ASSIGNED TASK –
The word to find is "sans". State how many lines below contain it, giving only the number.

---- AVAILABLE RECORDS

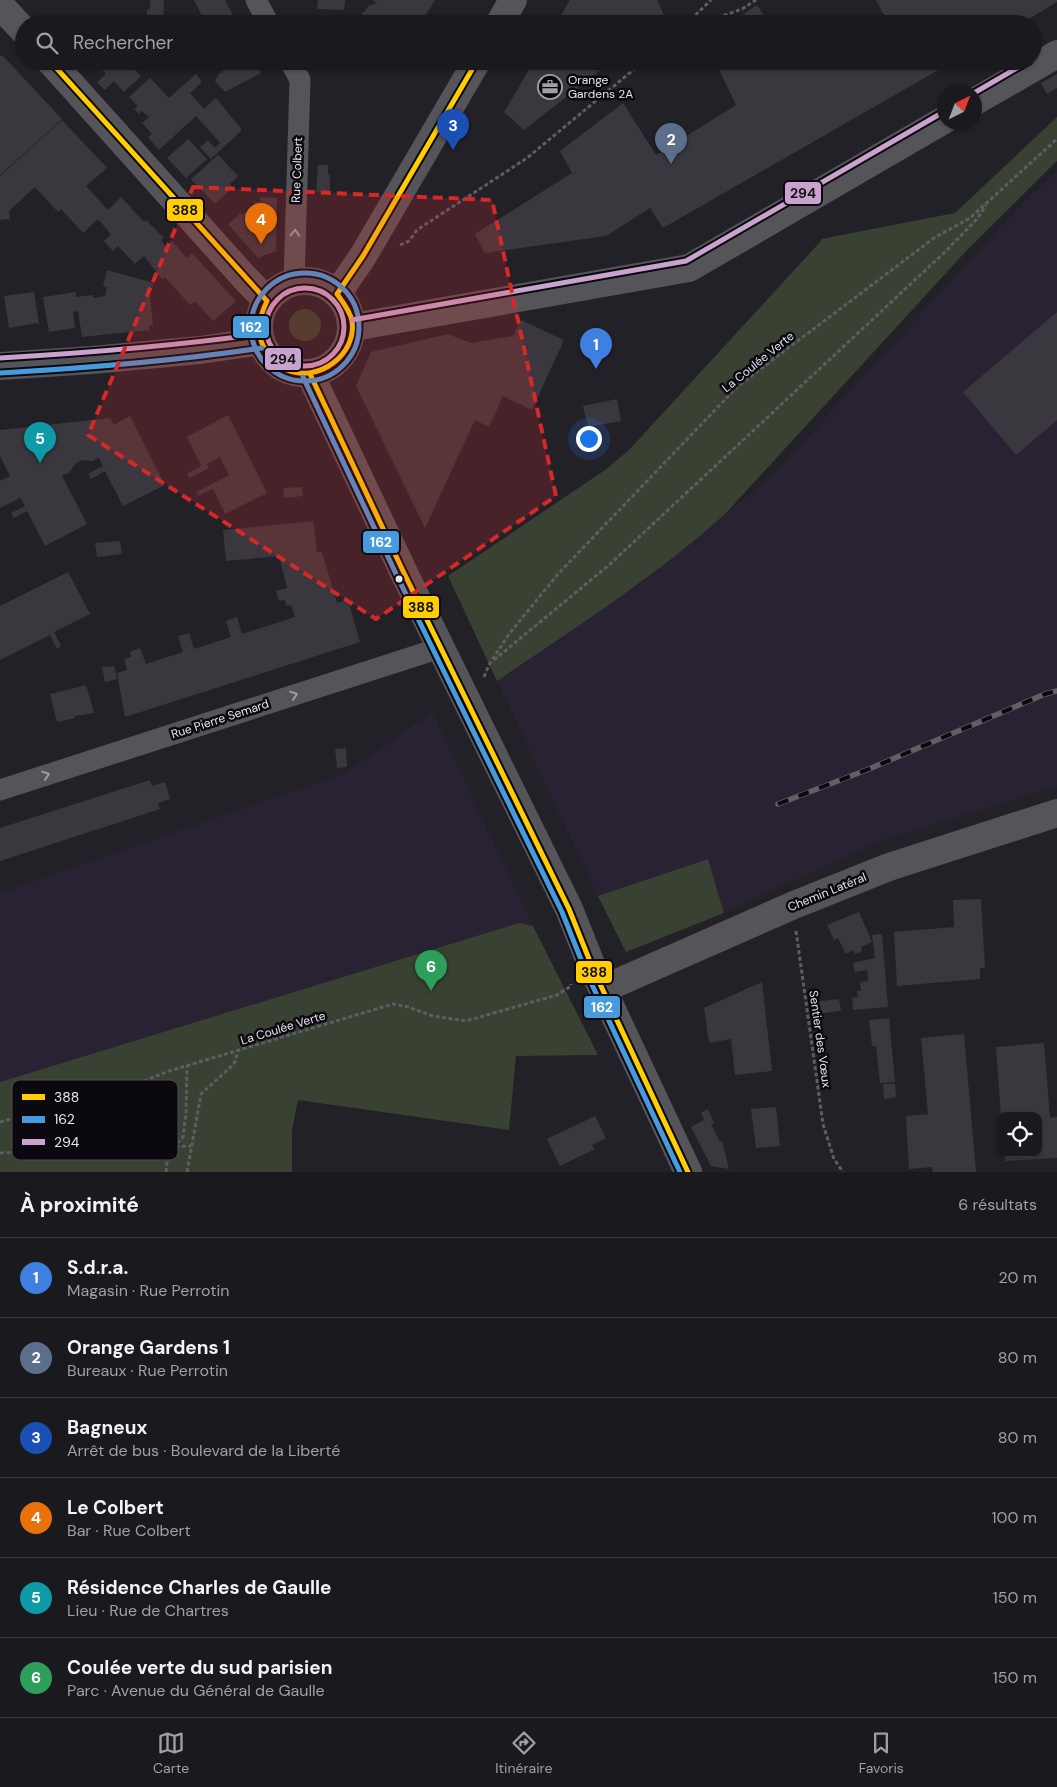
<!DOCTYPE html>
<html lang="fr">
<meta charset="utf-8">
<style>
:root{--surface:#1a191e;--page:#27262b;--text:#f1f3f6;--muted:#9fa0a4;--line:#38383c;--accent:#a2a0a7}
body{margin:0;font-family:"DM Sans",sans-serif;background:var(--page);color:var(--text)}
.controls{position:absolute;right:15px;bottom:15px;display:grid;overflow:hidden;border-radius:10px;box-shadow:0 1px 4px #0004}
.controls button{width:45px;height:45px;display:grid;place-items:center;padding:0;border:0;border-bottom:1px solid var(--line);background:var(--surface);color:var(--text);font:25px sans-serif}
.compass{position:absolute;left:937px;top:85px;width:45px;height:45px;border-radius:50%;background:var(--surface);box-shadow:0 1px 4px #0004;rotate:42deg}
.you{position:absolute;left:588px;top:438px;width:18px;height:18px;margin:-12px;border:4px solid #fff;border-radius:50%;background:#1a73e8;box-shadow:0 0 0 8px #1a73e833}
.badge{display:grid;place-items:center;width:32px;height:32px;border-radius:50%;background:var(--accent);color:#fff;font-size:16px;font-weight:700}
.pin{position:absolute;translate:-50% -41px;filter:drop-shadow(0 1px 2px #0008)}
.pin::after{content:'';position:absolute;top:26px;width:18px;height:15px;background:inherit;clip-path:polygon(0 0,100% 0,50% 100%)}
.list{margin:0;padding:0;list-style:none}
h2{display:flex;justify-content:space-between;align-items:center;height:65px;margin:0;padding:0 20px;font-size:21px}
h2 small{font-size:16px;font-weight:400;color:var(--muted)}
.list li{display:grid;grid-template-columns:32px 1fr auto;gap:15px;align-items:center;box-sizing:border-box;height:80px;padding:0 20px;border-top:1px solid var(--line)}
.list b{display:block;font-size:19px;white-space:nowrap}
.list p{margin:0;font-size:16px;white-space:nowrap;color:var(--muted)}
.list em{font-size:16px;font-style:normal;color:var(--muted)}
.icon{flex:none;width:28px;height:28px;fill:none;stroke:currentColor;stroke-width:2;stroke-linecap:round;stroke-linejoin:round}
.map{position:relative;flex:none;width:1057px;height:1172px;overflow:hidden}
.search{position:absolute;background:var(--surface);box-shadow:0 1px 4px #0004;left:15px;right:15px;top:15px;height:55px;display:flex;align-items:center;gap:12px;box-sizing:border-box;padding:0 18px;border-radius:28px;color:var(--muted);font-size:19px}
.sheet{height:545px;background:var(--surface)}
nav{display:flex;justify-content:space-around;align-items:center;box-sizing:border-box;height:70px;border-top:1px solid var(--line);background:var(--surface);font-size:14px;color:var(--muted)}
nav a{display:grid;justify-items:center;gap:2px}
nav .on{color:var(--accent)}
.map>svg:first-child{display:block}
</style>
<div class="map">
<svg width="1057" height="1172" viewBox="0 0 1057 1172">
<rect width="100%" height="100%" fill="#232128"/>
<!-- built -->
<g fill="#282232">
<path d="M1057,171V786L875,843L724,913L708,860L598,896L497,681L645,580L774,474L1023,203Z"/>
<path d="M432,712L533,926L519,923L0,1082V893L346,773Z"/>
</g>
<!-- green -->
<g fill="#384132">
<path d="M1057,117V161L968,249L725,514C655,577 575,628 497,681L448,576L605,470L629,450L821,241V239L955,213Z"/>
<circle cx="305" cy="325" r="16"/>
<path d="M708,859L724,913L626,952L598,896Z"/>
<path d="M519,923L533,926L598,1055L516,1056L509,1130L298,1100L292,1130V1172H0V1082Z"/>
</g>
<!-- building -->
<g fill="#3a383e">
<path d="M150,0H164L163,24H147V9L150,10Z"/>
<path d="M194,0H225L233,15L216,24H206Z"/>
<path d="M318,0H345L344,10L317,9Z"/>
<path d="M372,0H435L420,24H366L362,21L365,16L362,14L369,6L377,3Z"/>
<path d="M570,0H657L666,20L661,24H556Z"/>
<path d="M876,0H1057V2L1020,24H874L885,17Z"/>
<path d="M757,5L769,24H729Z"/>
<path d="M94,16L102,24H85Z"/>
<path d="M247,16L251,24H234Z"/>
<path d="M2,55L62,119L0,175V56Z"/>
<path d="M94,61H133L137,65L133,68L141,76L124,92L114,81L105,90L97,82L106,74Z"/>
<path d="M224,61H254L261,73L225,92L215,81L219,74L227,68Z"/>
<path d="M328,61H341V69L327,68Z"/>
<path d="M384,61H404L399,70Z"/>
<path d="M534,61H612L524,130L504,112Z"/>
<path d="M715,61H791L796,69L810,61H954L663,228L650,208L606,236L485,253L475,234L572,173L560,151L623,103L656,155L736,105Z"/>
<path d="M196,74L202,82L190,93L204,109L216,98L242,130L211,159L200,147L208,140L215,148L220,143L196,116L159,150L148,137L152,134L142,123L149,117L142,111L139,114L134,109L138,106L129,97L150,78L169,98Z"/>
<path d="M1057,74V88L1047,94L1041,83Z"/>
<path d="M62,120L107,168L86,186L108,210L121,197L144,222L146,220L164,238L161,240L166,246L172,241L187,258L192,253L236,301L213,321L195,301L190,305L165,277L162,279L144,256L135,264L118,246L113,251L104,241L111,234L98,219L83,233L61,209L58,212L35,187L9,211L10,219L0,220V176Z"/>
<path d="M188,139L207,159L186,178L167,158Z"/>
<path d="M218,155L238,176L230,184L233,187L215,204L191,179Z"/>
<path d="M318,165H328V175H330V193L316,192Z"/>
<path d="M260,197L277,198L276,251L258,258L228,224L241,213L242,215L245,212L248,216L253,214L254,201L260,202Z"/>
<path d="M107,270L154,283L149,290L153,325L149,326L150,330L82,337L78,311L73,312L75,328L49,332L43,297L76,292V297L93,295V298L105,296L107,287L103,286Z"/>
<path d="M34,292L39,324H37V323L9,328L4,296Z"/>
<path d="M1057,312V420L1016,455L963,392Z"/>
<path d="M521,320L564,340L532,410L503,396L489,427L475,420L425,528L356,386L371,352L448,334L471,343L513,336Z"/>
<path d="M617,399L621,421L588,427L583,406Z"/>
<path d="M228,415L267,493L225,514L213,489L198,496L196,492L229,475L220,457L207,464L209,468L189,478L187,474L201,466L187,437Z"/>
<path d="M130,416L165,485L123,506L105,471L91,479L88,474L103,466L99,458L92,461L82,460L75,464L69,473L62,476L87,524L45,546L27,511L14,518L11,513L25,506L20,498L0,508V481L10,476L0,456V430L110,418L114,425Z"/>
<path d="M302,487L303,496L284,498L283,488Z"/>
<path d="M313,521L317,552H322L337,603L348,600L360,642L125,717L117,673L127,670L124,659L131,657L130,652L140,648L146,664L183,652L178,636L189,633L194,649L231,637L226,621L237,617L242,634L295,617L291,605L286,606L285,600L279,601L276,591L287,588L279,556L226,561L223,530Z"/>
<path d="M120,541L122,554L97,557L95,543Z"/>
<path d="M68,572L90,614L54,632L61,646L57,649L50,635L0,660V606Z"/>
<path d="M114,666L117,679L105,682L102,667Z"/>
<path d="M86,685L94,713L74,716L75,718L57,722L50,694Z"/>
<path d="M346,748L347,767L337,768L335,749Z"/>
<path d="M150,780L152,786L165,782L170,799L158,803L160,809L0,861V828Z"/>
<path d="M981,899L985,968H980V979L897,986L894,932L954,927L953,900Z"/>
<path d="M859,912L872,942L861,947L862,951L855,954L853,950L846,954L838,938L834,940L827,925Z"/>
<path d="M882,934L888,1007L853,1010L852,998L858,997L857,991H861L860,982L868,981L867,970L855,972L853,963L875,958L872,935Z"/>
<path d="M762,982L772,1071L735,1075L731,1039L709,1043L704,1008Z"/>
<path d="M839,999L841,1011L814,1014L813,1002Z"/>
<path d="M889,1018L895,1082L880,1083L876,1046H872L869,1020Z"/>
<path d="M964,1034L976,1172H933L932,1167L909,1169L906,1116L928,1114L921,1038Z"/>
<path d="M1044,1043L1050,1118L1057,1117V1158L1005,1161L1004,1153H1038V1116H1001L996,1047Z"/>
<path d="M883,1084H895L896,1097L884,1099Z"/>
<path d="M776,1107L780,1146L756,1148L751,1109Z"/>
<path d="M708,1109L714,1123L711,1124L720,1142L722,1141L729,1169L711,1166L691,1127L704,1120L701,1113Z"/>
<path d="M595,1116L606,1138L592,1145L595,1149L560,1166L547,1139Z"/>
</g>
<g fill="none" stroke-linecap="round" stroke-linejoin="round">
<!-- path -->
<g stroke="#5f5d63" stroke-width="3" stroke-dasharray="4 2.5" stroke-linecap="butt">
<path d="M686,24L711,0"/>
<path d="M699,24L742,9L756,0"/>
<path d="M400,245L409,241L417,230L527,158L644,61"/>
<path d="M494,660L609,565L946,251L977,219L986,205"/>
<path d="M484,677L490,663L509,634L558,574L738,386L934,238L970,218L1057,139"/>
<path d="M796,931L823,1124L834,1159L843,1172"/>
<path d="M0,1122L136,1084L169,1071L393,1004L408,1007L433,1016L466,1021L557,995L571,986V984"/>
<path d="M0,1153L191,1146"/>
<path d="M166,1172L168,1153L183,1137L186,1112L187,1066"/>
<path d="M187,1172L201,1094L234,1064L238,1051"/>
</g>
<!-- street -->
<g stroke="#555458" stroke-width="21">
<path d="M256,0L269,24"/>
<path d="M290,61L300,80L294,282"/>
<path d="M0,790L440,648"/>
</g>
<!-- secondary -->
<g stroke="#555458" stroke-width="28">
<path d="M0,5L24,31"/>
<path d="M499,24L513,0"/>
<path d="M50,61L244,277L267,301"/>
<path d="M974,102L1057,54"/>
<circle cx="305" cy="327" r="46"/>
<path d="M337,294L363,256L477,61"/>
<path d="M353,327L689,268L944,120"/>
<path d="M0,366L92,360L200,350L261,341"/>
<path d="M310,374L404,573L569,909L593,969L688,1172"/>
<path d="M603,989L794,905L889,867L1057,813"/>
</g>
<defs>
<path id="rail" d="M778,804L869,769L1045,694L1057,691"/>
</defs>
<!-- rail casing -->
<use href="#rail" stroke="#605f64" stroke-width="5.5"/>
<!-- rail -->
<use href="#rail" stroke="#0b090f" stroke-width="4" stroke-dasharray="11" stroke-linecap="butt"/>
<defs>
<g id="bus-1">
<path d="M50,61L267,301C259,317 255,337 267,352C273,359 279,366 287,370C318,383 357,355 352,321C350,311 343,302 337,294L363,256L477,61"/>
<path d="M310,374L404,573L569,909L593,969L688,1172"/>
</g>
<g id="bus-2">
<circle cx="305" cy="327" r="54"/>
<path d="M0,373C88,368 175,361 262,348"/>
<path d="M303,377L397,576L562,912L586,972L680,1172"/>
</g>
<g id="bus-3">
<path d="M974,93L1029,61"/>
<circle cx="305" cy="327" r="39"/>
<path d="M352,320L686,261L940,114"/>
<path d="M0,358C87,353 174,346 260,334"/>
</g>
</defs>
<!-- bus-1 casing -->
<use href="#bus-1" stroke="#0b090f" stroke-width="9"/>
<!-- bus-2 casing -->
<use href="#bus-2" stroke="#0b090f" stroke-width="9"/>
<!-- bus-3 casing -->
<use href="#bus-3" stroke="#0b090f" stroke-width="9"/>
<!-- bus-1 -->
<use href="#bus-1" stroke="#ffcd01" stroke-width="5"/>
<!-- bus-2 -->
<use href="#bus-2" stroke="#469bdc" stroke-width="5"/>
<!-- bus-3 -->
<use href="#bus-3" stroke="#c9a3cd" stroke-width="5"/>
</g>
<!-- one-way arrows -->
<defs><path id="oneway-chevron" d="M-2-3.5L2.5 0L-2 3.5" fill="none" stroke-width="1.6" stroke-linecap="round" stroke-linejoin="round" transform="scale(1.25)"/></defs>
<g stroke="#9e9ca2">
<use href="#oneway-chevron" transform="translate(295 233) rotate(-88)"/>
<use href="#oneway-chevron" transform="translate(294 695) rotate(-18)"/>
<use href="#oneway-chevron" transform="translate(46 775) rotate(-18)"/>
</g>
<!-- marked area -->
<path fill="#d62828" fill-opacity="0.2" stroke="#d62828" stroke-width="4" stroke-dasharray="10 6" stroke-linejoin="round" d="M193,187L492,200L556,496L376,619L88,435Z"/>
<!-- icons -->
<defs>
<symbol id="office-ring" viewBox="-11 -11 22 22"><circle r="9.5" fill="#0b090f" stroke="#a2a0a7" stroke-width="1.5"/><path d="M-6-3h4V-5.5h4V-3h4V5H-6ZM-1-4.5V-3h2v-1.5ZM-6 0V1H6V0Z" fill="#a2a0a7"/></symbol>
</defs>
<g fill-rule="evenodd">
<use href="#office-ring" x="536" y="73" width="28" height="28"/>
</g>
<!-- markers -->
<circle fill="#e6e4ec" stroke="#0b090f" stroke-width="2" cx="399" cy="579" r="4.5"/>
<g text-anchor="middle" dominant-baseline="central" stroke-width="5" stroke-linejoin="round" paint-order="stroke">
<!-- poi labels -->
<g font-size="12" fill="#e6e4ec" stroke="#0b090f" text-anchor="start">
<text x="568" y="80">Orange<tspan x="568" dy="14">Gardens 2A</tspan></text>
</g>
<!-- street labels -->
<g font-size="12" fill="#e6e4ec" stroke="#0b090f">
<text transform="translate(297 170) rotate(-88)">Rue Colbert</text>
<text transform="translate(758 362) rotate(-39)">La Coulée Verte</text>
<text transform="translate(220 719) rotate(-18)">Rue Pierre Semard</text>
<text transform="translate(827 892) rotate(-22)">Chemin Latéral</text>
<text transform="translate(283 1028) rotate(-17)">La Coulée Verte</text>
<text transform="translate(820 1039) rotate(82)">Sentier des Vœux</text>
</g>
</g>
<!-- legend -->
<rect x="12" y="1080" width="166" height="80" rx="8" fill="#0b090f" stroke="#4d4b51" stroke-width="1"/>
<rect x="22" y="1094" width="23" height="6" fill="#ffcd01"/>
<rect x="22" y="1116" width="23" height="7" fill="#469bdc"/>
<rect x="22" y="1139" width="23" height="6" fill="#c9a3cd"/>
<g font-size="14" fill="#e6e4ec">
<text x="54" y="1102">388</text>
<text x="54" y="1124">162</text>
<text x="54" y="1147">294</text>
</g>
<g stroke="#0b090f" stroke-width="2">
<rect x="784" y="181" width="38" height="24" rx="5" fill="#c9a3cd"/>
<rect x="166" y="198" width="38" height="24" rx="5" fill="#ffcd01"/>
<rect x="232" y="315" width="38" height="24" rx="5" fill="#469bdc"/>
<rect x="264" y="347" width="38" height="24" rx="5" fill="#c9a3cd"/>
<rect x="362" y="530" width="38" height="24" rx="5" fill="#469bdc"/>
<rect x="402" y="595" width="38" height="24" rx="5" fill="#ffcd01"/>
<rect x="575" y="960" width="38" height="24" rx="5" fill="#ffcd01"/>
<rect x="583" y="995" width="38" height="24" rx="5" fill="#469bdc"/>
</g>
<g font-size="14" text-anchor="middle" font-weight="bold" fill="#fff">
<text x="251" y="332">162</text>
<text x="381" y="547">162</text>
<text x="602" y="1012">162</text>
</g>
<g font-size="14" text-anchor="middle" font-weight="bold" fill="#111">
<text x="803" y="198">294</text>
<text x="185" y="215">388</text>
<text x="283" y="364">294</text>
<text x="421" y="612">388</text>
<text x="594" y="977">388</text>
</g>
</svg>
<div class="controls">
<button><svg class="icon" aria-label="locate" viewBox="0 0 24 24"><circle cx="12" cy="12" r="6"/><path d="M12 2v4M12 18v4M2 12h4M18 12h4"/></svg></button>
</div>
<svg class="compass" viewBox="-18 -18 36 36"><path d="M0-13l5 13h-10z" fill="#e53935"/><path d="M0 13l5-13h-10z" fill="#9fa0a4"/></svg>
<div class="you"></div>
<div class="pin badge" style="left:596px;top:369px;background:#3f7fe0">1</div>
<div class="pin badge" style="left:671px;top:164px;background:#5c6f8a">2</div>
<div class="pin badge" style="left:453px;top:150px;background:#1a4fb4">3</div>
<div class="pin badge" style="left:261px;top:244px;background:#e8710a">4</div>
<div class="pin badge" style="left:40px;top:463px;background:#0f9aa8">5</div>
<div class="pin badge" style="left:431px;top:991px;background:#2e9e5b">6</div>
<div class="search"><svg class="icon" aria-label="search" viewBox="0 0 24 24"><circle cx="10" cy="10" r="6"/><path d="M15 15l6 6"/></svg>Rechercher</div>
</div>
<section class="sheet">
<h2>À proximité<small>6 résultats</small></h2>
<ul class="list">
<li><span class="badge" style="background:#3f7fe0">1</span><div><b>S.d.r.a.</b><p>Magasin · Rue Perrotin</p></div><em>20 m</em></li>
<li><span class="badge" style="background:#5c6f8a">2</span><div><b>Orange Gardens 1</b><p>Bureaux · Rue Perrotin</p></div><em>80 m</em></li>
<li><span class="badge" style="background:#1a4fb4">3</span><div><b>Bagneux</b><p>Arrêt de bus · Boulevard de la Liberté</p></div><em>80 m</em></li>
<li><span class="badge" style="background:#e8710a">4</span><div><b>Le Colbert</b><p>Bar · Rue Colbert</p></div><em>100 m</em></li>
<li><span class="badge" style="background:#0f9aa8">5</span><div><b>Résidence Charles de Gaulle</b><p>Lieu · Rue de Chartres</p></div><em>150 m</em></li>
<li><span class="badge" style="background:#2e9e5b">6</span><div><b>Coulée verte du sud parisien</b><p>Parc · Avenue du Général de Gaulle</p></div><em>150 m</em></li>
</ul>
</section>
<nav>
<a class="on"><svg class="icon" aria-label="map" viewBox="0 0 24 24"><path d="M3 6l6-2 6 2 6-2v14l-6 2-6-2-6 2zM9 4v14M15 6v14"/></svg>Carte</a>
<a><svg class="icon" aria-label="directions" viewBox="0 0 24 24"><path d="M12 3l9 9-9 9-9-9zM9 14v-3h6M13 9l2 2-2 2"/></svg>Itinéraire</a>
<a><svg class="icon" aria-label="saved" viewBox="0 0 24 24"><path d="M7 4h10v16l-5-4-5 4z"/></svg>Favoris</a>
</nav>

--------

WRITTEN SOLUTION –
2